__EXERCISE OBJECTIVE__.
For the records below, output each line exactly as it appears, from the first through the line with "For a GIS import: Dump".

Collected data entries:
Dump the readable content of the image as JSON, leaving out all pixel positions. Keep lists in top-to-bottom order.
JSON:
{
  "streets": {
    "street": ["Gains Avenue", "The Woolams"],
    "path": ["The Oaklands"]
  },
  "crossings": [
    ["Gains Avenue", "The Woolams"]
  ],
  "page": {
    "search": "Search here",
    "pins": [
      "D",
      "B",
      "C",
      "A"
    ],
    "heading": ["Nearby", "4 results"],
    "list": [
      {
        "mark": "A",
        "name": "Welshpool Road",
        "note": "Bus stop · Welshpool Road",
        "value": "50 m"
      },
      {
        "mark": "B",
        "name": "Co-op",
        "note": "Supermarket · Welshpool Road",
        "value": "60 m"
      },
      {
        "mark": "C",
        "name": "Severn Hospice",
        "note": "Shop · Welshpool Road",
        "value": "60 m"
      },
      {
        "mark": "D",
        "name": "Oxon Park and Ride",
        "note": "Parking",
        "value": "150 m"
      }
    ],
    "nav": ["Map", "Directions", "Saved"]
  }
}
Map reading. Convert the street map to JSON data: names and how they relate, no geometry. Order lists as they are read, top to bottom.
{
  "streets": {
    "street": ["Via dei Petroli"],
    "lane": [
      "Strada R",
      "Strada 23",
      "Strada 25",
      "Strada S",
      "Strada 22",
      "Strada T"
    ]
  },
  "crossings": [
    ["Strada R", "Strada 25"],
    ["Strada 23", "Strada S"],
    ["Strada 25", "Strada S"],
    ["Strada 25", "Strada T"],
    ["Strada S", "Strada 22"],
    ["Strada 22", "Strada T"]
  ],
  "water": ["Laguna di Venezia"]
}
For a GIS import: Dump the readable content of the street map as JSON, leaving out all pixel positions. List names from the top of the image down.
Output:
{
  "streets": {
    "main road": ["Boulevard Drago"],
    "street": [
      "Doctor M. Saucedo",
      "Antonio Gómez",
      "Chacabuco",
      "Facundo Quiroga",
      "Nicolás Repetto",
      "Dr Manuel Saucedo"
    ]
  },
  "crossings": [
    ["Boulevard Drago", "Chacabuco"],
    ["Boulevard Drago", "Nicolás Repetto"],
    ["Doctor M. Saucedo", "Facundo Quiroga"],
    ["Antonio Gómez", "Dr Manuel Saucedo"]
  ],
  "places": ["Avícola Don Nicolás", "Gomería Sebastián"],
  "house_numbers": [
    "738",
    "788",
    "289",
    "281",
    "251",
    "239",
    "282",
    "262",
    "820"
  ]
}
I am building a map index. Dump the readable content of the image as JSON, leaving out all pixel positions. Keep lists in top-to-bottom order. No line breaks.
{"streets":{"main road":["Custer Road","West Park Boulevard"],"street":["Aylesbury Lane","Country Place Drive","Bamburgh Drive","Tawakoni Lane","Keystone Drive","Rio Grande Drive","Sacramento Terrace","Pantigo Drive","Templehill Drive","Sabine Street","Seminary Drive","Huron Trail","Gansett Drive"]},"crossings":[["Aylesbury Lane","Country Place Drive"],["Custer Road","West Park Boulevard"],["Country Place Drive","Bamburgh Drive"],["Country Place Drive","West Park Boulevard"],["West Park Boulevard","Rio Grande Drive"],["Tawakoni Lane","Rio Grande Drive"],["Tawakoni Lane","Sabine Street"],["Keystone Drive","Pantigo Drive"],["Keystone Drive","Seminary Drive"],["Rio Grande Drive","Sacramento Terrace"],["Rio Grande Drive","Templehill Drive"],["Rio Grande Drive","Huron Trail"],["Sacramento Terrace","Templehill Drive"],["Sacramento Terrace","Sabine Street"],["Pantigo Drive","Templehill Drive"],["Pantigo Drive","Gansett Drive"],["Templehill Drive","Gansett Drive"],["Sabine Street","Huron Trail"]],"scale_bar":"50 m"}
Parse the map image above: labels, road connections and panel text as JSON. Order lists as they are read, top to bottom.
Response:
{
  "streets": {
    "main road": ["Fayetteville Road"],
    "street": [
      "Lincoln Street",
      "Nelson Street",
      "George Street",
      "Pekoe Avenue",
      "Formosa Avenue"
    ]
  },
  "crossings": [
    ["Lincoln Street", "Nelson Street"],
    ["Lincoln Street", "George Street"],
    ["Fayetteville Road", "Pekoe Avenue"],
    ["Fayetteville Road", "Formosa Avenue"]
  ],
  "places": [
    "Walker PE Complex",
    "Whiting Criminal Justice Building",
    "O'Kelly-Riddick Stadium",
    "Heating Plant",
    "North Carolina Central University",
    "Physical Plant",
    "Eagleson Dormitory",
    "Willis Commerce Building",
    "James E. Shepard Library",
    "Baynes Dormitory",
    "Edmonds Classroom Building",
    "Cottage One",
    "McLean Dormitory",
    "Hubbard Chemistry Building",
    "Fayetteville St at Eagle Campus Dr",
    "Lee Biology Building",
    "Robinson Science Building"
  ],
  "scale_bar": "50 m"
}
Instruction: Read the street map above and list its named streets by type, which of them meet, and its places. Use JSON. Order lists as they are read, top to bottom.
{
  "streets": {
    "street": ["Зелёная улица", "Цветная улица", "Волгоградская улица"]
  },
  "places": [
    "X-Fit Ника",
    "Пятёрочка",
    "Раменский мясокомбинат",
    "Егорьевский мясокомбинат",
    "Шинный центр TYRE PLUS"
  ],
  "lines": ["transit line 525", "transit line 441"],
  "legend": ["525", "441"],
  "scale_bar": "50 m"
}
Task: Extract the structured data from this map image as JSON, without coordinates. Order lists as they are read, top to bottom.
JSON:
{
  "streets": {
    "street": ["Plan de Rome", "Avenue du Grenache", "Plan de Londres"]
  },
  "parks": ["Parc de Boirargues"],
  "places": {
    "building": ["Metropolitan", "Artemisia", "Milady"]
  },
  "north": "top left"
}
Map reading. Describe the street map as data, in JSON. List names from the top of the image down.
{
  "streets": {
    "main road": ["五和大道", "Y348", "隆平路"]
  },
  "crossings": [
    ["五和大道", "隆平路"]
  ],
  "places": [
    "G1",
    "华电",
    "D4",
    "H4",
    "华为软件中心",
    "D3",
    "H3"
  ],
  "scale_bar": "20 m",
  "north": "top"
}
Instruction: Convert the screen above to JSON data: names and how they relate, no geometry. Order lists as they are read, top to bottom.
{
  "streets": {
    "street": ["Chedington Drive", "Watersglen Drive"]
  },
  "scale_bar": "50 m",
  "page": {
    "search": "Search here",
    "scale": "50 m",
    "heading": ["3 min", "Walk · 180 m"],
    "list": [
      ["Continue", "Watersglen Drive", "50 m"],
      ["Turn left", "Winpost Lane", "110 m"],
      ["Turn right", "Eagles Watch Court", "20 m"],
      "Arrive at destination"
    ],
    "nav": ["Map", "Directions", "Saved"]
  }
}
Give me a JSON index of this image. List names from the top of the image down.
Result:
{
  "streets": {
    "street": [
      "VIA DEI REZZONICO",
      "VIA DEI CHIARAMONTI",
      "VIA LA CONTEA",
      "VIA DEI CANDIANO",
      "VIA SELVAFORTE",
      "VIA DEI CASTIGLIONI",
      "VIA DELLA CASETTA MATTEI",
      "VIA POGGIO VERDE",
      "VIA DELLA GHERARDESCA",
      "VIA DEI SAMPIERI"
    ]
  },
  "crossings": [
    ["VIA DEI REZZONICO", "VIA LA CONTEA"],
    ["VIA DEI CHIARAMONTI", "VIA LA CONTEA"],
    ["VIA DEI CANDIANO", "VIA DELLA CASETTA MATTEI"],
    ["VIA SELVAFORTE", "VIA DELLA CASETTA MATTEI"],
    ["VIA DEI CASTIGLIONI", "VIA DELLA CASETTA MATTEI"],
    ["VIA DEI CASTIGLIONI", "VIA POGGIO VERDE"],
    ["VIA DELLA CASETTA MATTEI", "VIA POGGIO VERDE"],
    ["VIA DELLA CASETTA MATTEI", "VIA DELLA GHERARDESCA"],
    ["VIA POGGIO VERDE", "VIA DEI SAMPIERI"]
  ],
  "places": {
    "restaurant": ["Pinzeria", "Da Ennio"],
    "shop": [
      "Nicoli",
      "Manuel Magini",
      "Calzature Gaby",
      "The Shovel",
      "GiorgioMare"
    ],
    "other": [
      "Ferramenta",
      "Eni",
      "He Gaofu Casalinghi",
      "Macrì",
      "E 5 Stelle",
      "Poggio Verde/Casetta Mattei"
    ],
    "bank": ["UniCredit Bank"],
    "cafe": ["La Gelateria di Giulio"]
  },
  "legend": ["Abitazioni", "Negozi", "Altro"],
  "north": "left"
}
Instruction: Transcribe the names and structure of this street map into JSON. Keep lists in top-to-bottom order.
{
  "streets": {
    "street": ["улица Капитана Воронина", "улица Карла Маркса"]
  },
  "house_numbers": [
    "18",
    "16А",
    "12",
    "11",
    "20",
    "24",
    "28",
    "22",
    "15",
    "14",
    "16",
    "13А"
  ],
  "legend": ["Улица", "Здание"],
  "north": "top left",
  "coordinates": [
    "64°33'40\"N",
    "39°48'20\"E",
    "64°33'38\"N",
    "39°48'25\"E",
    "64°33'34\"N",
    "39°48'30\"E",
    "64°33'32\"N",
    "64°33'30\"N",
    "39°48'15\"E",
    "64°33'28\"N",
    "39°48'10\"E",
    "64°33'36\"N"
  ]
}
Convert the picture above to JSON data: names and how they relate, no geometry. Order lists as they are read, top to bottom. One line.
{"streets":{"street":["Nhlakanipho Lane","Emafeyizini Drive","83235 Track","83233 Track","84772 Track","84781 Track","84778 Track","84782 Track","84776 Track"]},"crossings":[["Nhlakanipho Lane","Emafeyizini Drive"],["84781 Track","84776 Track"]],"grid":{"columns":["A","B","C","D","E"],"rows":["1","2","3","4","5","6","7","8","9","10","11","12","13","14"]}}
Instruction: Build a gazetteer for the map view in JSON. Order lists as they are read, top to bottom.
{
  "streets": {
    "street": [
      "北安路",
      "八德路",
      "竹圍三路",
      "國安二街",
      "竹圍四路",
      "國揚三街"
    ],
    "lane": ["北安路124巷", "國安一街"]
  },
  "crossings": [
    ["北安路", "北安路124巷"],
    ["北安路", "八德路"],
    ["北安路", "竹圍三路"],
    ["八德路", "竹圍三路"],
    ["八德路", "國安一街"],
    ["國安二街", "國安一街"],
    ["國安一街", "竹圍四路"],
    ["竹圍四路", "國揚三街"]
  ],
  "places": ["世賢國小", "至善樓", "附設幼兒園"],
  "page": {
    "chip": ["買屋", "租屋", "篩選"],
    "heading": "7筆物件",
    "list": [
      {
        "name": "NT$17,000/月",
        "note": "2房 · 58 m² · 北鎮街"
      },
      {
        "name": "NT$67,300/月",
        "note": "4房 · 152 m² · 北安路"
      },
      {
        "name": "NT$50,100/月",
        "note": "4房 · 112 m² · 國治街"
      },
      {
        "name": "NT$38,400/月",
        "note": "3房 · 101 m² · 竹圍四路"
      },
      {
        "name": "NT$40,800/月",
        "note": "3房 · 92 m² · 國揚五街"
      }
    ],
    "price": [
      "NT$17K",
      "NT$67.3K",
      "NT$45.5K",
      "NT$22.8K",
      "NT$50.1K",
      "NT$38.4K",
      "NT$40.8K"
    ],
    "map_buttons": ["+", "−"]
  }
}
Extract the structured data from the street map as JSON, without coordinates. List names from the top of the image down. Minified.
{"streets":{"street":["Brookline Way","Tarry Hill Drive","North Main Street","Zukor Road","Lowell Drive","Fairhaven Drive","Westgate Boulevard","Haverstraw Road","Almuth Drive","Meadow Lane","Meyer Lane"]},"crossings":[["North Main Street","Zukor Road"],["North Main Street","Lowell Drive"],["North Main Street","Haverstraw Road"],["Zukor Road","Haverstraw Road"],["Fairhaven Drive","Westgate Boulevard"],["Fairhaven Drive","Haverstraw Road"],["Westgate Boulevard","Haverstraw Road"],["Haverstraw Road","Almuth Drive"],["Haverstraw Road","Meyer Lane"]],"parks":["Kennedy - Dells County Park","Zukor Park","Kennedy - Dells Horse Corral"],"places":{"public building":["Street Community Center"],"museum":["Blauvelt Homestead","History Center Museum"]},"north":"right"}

__COMPLETED TASK__.
Dump the readable content of the image as JSON, leaving out all pixel positions. Keep lists in top-to-bottom order.
JSON:
{
  "streets": {
    "street": ["Gains Avenue", "The Woolams"],
    "path": ["The Oaklands"]
  },
  "crossings": [
    ["Gains Avenue", "The Woolams"]
  ],
  "page": {
    "search": "Search here",
    "pins": [
      "D",
      "B",
      "C",
      "A"
    ],
    "heading": ["Nearby", "4 results"],
    "list": [
      {
        "mark": "A",
        "name": "Welshpool Road",
        "note": "Bus stop · Welshpool Road",
        "value": "50 m"
      },
      {
        "mark": "B",
        "name": "Co-op",
        "note": "Supermarket · Welshpool Road",
        "value": "60 m"
      },
      {
        "mark": "C",
        "name": "Severn Hospice",
        "note": "Shop · Welshpool Road",
        "value": "60 m"
      },
      {
        "mark": "D",
        "name": "Oxon Park and Ride",
        "note": "Parking",
        "value": "150 m"
      }
    ],
    "nav": ["Map", "Directions", "Saved"]
  }
}
Map reading. Convert the street map to JSON data: names and how they relate, no geometry. Order lists as they are read, top to bottom.
{
  "streets": {
    "street": ["Via dei Petroli"],
    "lane": [
      "Strada R",
      "Strada 23",
      "Strada 25",
      "Strada S",
      "Strada 22",
      "Strada T"
    ]
  },
  "crossings": [
    ["Strada R", "Strada 25"],
    ["Strada 23", "Strada S"],
    ["Strada 25", "Strada S"],
    ["Strada 25", "Strada T"],
    ["Strada S", "Strada 22"],
    ["Strada 22", "Strada T"]
  ],
  "water": ["Laguna di Venezia"]
}
For a GIS import: Dump the readable content of the street map as JSON, leaving out all pixel positions. List names from the top of the image down.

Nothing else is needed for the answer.